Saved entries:
BEGIN

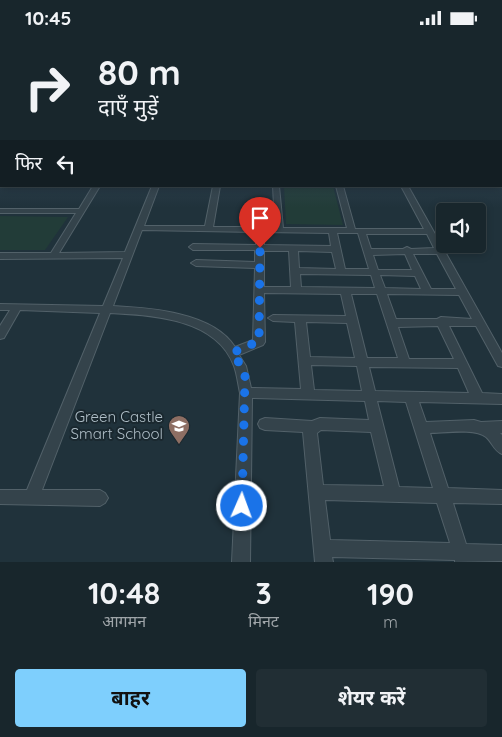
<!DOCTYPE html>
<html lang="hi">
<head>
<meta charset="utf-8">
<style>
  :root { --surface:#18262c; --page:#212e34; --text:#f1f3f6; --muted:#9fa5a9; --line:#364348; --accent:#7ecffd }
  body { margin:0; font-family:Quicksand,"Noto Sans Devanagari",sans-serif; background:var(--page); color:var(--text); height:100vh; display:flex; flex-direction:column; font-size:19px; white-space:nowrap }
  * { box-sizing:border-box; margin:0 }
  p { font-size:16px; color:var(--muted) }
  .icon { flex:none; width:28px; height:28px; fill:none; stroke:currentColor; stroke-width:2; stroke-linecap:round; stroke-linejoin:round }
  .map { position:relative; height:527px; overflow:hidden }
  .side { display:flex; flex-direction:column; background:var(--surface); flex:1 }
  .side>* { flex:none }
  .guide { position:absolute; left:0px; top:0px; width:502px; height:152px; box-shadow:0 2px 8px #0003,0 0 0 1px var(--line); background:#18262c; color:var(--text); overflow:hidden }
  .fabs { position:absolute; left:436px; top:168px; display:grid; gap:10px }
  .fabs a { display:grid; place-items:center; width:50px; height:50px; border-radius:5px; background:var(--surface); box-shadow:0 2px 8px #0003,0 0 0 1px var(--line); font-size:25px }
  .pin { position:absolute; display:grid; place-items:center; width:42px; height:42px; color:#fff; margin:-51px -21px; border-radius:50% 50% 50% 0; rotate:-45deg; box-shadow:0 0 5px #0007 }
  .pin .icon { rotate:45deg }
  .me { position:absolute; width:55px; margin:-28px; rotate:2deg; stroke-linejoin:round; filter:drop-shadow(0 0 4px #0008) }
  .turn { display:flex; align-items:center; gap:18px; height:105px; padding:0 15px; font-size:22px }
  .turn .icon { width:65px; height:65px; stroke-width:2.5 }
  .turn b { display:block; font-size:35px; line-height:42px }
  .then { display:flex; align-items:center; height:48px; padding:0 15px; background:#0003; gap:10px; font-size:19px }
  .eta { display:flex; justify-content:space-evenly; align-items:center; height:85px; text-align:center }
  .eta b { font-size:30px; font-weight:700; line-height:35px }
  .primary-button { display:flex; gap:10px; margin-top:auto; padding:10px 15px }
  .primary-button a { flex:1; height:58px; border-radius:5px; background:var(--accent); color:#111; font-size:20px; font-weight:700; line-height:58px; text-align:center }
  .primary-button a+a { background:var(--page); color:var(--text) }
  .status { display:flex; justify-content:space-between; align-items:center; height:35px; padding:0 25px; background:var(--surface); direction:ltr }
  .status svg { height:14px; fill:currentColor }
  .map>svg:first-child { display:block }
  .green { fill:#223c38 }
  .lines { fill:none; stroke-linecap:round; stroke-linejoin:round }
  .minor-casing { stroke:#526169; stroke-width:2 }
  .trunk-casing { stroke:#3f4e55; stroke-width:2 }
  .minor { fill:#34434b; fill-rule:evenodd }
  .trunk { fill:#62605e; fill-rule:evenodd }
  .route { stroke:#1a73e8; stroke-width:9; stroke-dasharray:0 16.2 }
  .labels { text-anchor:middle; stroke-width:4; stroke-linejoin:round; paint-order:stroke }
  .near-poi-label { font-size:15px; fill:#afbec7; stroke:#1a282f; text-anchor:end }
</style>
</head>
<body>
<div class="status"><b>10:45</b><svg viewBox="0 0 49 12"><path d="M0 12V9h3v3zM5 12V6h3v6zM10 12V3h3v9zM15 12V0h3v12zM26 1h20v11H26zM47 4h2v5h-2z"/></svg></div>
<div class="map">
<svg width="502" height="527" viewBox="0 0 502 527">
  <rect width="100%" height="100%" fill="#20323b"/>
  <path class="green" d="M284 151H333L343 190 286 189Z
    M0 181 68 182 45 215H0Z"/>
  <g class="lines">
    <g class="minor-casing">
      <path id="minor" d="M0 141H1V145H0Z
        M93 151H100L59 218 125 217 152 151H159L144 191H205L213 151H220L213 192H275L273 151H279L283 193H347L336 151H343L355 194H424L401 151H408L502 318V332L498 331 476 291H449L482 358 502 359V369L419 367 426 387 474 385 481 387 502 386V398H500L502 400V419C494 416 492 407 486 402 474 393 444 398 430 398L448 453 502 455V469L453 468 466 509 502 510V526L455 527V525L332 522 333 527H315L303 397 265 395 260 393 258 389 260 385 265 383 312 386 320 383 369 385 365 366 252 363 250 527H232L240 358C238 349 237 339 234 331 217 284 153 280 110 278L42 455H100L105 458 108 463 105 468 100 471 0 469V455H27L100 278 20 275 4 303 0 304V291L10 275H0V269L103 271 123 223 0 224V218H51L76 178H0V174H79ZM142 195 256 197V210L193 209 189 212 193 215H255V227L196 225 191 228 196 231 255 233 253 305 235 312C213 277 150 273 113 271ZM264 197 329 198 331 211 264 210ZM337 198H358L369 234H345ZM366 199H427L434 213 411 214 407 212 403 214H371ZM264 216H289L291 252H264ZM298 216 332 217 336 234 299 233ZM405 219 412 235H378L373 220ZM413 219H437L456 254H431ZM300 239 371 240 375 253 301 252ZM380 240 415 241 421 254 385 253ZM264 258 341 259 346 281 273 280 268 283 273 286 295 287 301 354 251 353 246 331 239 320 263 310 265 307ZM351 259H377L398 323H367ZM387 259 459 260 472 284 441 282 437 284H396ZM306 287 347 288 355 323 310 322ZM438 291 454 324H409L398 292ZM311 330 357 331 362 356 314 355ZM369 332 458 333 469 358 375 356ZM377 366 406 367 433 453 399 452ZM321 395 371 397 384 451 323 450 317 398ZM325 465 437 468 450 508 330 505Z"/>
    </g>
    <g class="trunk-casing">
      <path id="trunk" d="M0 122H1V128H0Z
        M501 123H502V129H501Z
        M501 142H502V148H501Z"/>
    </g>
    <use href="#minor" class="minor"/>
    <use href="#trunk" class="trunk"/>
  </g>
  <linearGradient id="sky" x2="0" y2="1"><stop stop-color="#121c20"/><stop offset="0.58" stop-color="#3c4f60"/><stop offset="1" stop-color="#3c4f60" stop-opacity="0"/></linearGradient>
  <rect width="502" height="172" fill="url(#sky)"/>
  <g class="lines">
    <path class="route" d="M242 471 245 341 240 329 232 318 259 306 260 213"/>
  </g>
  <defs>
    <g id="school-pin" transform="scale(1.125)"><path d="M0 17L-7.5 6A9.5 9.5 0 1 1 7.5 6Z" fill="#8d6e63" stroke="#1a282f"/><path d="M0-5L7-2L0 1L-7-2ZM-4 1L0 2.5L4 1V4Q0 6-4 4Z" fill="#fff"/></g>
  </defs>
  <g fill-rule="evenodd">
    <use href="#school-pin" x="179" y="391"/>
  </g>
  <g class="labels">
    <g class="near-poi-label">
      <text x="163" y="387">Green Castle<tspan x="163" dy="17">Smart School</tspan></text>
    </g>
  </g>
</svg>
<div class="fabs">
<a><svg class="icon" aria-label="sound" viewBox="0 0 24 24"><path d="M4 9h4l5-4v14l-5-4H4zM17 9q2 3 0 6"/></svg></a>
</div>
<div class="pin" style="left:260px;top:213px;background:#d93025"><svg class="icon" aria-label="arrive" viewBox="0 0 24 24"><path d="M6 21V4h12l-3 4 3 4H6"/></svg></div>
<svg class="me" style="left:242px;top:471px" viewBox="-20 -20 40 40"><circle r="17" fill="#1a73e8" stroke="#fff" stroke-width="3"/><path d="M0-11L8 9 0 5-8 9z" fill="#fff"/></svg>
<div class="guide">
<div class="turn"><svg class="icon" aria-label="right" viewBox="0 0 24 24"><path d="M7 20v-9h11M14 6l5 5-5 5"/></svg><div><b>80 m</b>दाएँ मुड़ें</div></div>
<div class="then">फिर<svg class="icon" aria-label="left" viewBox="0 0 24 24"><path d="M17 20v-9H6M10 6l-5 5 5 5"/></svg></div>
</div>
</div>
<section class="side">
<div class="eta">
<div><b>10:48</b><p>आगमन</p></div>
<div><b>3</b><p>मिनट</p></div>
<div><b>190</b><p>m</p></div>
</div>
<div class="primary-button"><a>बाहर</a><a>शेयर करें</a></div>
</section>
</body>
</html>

END

> [Task details]:
Search the data for the string "overflow" and copy each line where it appears.

> [Expected output]:
  .map { position:relative; height:527px; overflow:hidden }
  .guide { position:absolute; left:0px; top:0px; width:502px; height:152px; box-shadow:0 2px 8px #0003,0 0 0 1px var(--line); background:#18262c; color:var(--text); overflow:hidden }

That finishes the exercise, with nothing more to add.